American intervention in war torn Syria "isn’t as easy as it may appear," said Admiral William H. McRaven, commander of U.S. Special Operations forces, during a rare public appearance Thursday afternoon.
Syria "isn’t Libya," McRaven said at the Washington, D.C.-based Woodrow Wilson Center. He focused on the challenges he faces in repositioning and recalibrating the country’s 66,000 special operations officers that work in 78 countries around the world.
"We have contingencies and plans we can provide" to President Barack Obama should he decide U.S. forces are required to intervene in Syria’s years-long civil war, McRaven noted.
McRaven discussed his efforts to reshape the Special Operations forces on the second anniversary of the mission that led to Osama bin Laden’s death.

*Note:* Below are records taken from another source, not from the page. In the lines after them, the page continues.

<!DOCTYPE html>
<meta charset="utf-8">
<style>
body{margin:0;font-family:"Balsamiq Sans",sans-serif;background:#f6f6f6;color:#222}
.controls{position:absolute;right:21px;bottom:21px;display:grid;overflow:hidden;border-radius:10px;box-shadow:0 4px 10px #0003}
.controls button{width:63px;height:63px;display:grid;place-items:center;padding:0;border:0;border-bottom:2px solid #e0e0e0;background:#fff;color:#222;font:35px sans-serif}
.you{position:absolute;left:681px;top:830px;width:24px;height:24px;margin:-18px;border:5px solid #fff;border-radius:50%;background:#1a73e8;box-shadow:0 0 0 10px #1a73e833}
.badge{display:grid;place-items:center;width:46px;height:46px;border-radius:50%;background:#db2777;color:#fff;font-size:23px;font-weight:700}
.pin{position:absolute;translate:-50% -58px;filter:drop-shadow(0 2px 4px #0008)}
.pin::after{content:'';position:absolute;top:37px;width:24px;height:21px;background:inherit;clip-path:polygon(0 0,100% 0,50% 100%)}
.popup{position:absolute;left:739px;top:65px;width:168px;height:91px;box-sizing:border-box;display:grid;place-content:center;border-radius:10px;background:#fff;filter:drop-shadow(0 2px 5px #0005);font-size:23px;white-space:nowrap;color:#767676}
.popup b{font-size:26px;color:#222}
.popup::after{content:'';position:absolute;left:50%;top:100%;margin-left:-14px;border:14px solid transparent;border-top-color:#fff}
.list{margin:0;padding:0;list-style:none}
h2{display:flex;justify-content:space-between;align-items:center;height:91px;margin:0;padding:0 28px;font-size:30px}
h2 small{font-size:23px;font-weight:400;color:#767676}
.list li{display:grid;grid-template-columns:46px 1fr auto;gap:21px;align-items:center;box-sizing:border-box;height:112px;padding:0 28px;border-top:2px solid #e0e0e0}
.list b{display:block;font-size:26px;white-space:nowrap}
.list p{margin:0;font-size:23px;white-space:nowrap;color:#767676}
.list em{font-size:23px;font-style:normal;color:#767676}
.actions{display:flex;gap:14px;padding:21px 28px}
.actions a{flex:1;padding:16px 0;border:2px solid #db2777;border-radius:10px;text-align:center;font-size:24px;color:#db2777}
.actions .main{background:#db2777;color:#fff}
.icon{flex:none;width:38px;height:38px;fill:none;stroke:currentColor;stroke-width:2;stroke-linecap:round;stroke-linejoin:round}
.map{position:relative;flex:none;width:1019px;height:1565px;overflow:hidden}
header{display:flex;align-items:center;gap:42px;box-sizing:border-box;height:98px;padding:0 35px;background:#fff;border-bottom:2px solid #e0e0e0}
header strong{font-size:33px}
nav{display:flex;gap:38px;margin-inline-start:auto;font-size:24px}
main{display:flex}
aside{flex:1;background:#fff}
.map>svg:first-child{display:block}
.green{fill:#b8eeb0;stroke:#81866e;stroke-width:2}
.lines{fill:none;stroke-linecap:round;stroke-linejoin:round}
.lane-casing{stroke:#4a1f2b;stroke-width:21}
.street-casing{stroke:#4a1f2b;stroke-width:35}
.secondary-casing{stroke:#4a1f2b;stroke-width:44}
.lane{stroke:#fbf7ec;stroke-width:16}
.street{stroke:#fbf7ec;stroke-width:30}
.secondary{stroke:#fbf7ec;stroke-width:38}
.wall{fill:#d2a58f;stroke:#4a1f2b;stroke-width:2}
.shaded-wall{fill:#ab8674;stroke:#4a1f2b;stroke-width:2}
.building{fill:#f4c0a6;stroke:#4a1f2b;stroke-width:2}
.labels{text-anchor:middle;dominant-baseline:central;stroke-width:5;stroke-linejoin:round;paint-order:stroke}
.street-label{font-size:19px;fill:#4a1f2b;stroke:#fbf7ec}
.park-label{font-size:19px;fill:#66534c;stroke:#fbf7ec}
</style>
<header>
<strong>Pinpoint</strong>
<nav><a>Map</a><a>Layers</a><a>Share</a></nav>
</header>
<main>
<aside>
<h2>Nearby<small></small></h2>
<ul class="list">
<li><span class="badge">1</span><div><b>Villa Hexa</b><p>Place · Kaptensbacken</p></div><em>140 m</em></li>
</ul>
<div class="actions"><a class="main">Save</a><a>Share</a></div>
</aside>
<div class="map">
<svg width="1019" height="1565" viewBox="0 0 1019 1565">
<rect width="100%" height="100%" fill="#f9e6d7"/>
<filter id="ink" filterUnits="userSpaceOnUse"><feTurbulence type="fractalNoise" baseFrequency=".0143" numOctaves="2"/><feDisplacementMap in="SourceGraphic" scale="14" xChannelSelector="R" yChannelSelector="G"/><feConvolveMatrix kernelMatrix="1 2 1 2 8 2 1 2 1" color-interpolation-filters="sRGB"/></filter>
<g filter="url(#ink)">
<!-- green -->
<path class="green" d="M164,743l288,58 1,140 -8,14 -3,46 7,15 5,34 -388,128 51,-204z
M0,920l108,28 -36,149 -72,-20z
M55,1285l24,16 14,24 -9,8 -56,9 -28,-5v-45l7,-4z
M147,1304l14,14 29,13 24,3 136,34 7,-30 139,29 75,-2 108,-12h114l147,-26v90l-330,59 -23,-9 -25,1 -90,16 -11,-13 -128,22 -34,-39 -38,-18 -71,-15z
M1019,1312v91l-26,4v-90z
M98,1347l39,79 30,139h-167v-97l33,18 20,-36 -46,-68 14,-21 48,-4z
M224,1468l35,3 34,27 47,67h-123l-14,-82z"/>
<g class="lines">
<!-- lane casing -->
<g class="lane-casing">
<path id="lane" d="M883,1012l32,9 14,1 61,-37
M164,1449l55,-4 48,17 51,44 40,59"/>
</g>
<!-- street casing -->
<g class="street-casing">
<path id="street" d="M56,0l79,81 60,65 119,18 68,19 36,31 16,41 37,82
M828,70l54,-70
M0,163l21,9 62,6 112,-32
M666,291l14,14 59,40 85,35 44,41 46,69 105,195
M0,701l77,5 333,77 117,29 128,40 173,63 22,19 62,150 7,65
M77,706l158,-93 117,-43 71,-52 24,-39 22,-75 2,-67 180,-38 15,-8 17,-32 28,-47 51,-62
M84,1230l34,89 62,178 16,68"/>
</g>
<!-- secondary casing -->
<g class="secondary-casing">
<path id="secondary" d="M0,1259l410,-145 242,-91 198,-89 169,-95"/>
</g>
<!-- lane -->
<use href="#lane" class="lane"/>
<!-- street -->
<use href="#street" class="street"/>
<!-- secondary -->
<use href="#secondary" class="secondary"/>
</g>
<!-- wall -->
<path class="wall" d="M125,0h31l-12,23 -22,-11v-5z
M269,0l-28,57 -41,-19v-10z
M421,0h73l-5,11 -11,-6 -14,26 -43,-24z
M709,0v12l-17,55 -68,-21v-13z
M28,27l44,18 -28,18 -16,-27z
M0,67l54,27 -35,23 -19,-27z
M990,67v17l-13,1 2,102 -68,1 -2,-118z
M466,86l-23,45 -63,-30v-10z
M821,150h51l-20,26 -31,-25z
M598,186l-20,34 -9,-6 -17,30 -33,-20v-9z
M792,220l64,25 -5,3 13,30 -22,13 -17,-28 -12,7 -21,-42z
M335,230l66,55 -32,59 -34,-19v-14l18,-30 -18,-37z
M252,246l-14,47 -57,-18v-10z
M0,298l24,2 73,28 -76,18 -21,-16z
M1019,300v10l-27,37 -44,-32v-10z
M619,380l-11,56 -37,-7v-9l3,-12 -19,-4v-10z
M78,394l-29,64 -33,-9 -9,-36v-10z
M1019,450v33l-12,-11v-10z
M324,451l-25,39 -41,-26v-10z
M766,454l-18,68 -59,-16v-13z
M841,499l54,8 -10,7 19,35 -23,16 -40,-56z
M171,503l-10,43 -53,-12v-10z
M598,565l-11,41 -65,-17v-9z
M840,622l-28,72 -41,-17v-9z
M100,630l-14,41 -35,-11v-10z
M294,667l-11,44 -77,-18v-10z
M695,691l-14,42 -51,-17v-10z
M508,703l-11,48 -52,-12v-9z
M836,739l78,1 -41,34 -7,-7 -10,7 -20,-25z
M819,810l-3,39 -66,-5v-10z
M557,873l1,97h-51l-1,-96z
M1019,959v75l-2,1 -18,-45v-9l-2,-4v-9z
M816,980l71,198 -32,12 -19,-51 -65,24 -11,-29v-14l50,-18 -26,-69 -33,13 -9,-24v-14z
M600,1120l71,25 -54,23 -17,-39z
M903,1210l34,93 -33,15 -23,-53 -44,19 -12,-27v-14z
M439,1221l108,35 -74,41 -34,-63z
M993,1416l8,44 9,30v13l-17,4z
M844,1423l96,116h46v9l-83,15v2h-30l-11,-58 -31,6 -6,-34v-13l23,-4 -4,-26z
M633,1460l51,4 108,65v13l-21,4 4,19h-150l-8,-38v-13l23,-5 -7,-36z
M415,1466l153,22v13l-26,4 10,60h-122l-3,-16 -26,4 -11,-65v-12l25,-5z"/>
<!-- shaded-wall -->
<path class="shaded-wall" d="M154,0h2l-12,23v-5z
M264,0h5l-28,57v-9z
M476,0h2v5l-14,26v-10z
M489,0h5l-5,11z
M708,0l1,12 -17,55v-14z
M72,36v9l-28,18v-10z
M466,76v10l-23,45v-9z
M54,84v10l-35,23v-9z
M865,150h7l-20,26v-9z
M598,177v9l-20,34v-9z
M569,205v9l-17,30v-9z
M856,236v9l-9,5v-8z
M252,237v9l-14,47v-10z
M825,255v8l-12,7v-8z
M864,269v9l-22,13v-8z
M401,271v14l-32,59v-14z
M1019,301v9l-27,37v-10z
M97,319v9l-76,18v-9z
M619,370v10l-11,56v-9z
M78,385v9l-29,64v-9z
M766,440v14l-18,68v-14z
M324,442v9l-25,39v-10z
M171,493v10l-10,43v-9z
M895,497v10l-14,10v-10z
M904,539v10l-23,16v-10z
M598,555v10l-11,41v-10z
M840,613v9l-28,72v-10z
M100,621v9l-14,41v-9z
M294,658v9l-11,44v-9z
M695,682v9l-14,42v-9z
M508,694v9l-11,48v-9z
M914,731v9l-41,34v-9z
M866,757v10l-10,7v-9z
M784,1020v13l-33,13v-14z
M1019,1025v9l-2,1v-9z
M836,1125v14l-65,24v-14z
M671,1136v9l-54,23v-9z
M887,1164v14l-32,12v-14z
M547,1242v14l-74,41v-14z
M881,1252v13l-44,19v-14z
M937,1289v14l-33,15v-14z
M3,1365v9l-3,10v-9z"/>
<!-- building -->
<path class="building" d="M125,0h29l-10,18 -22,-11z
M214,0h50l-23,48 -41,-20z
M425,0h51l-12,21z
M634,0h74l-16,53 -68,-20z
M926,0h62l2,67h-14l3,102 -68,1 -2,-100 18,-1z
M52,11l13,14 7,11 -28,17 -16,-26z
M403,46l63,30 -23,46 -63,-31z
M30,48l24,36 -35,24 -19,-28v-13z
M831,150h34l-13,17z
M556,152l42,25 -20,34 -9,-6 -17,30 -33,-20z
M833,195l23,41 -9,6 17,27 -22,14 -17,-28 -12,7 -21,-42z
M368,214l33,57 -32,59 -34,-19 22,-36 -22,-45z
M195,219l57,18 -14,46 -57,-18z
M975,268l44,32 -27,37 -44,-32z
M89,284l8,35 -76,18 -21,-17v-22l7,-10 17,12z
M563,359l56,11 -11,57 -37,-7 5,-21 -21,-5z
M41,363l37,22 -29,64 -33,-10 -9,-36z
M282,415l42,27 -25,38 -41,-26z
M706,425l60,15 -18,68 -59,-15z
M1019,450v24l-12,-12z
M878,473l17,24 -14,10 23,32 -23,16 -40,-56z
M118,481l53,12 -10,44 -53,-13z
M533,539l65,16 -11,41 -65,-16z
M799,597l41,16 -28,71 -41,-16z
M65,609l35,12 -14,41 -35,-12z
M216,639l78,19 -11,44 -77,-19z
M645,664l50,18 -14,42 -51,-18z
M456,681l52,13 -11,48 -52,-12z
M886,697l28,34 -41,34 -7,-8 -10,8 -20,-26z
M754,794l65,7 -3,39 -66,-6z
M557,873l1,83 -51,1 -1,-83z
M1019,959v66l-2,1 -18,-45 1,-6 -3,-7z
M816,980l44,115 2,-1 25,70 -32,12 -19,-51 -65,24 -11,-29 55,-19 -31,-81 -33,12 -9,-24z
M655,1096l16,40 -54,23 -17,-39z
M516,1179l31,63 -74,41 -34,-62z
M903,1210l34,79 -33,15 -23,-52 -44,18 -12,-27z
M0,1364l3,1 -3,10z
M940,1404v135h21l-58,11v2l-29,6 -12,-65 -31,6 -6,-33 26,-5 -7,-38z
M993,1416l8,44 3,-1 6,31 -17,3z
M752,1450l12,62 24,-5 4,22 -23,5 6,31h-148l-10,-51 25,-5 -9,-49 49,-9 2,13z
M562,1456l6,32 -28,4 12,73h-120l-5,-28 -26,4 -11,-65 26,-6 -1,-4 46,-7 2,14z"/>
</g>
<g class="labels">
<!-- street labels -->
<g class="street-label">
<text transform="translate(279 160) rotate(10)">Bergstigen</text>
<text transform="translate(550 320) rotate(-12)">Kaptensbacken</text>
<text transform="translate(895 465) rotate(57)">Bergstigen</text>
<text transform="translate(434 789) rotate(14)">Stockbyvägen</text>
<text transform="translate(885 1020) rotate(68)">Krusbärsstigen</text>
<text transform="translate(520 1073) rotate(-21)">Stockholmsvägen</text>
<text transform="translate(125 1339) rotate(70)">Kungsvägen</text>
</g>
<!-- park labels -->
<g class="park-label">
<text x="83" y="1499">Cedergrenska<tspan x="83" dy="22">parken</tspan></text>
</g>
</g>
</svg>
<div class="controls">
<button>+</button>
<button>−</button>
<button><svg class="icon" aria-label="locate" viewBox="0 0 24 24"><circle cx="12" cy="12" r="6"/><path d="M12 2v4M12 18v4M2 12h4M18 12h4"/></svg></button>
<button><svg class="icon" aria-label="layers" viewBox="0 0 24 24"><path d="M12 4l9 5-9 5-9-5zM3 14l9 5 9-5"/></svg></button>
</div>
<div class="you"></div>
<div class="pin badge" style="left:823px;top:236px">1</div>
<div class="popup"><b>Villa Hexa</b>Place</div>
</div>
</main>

He said his biggest obstacle lies in navigating Washington’s increasingly unstable fiscal terrain.
"Probably the biggest challenge I have is supporting" the soldiers, sailors, marines, and others who "have been in the fight for 12 years," McRaven said.
Most of these forces have "been in hard combat sometime in the last 12 years and most of those men and women multiple times," he said. "And that has taken a toll on them and their families."
Internal reviews have indicated "the force is frayed," McRaven said. "Since I’ve had command, the fray has accelerated and we’re working hard to get ahead of that."
However, rebuilding morale will require resources, many of which are hard to come by as massive budgetary cuts known as sequestration bear down on the military and its supporting agencies.
"I can tell you nobody in my organization believes as we go forward the U.S. Special Operations Command won’t have to participate [in these cuts] and as a result be tasked by the sequestration," he explained. "Make no mistake about it, the budget will affect us directly or as it affects the [military] service it will affect us."
McRaven has faced criticism from lawmakers and some at the State Department for his efforts to reshape the Special Operations into a supplemental force that helps train foreign militaries in counterterrorism and intelligence gathering.
"McRaven has run into critics who say he is overreaching, or as one congressional critic put it, ‘empire building’ at a time when the military is shrinking its footprint in Afghanistan and refocusing on other hot spots around the world," the New York Times reported on Wednesday in an article detailing reaction to the admiral’s new strategy.
McRaven pushed back against these accusations during his remarks Thursday afternoon, maintaining many have misunderstood his mission.
"We do what the U.S. ambassadors and the policy makers want us to do," he said. "In terms of building an empire, part of what I’m trying to do is build capability forward," or help the Special Operations officers become a nimble force that can work with government’s across the globe.
"I’m putting the world’s finest Special Operations forces" out into the world, he said, allowing them to partner with friendly and unfriendly governments in a bid to prevent the U.S. from having to take large scale military action. "If that’s empire building then I’m guilty as charged."
The goal is to increase communication between America’s regional command outposts, such as CENTCOM and AFRICOM, among others, McRaven explained.
There is a misperception that Special Operations is a rogue actor that carries out clandestine kill operations on a whim, McRaven said.
"For me to do anything requires us to go up through the" various regional embassies and political bodies in Washington, he said. "There’s a very well delineated process."
"The counter terrorism piece, the direct action piece of what we do is a very small part of our portfolio," he revealed. "What I think is the more important part of what we do is building partner capacity" and working with foreign governments to improve security across the globe.
McRaven said he views himself as the chief chess master, strategically weaving forces across the globe in order to ensure America’s safety.
The goal is to position U.S. forces in such a manner "so that nations can deal with their own problems," McRaven said. "So that we can help them deal with their own problems."
McRaven also noted that more than a decade since terrorists destroyed the Twin Towers in the September 11, 2001, terrorist attacks, the nation’s intelligence agencies have learned to increase cooperation with their military counterparts.
"The American people would be very pleased to see the inter-governmental relationship we have with all these agencies," particularly with the CIA, he said.
"When you look at the magnificent work the CIA did with other members of the National Security Agency to find bin Laden, it will go down as one of the great operations in the history of intelligence agencies," McRaven said.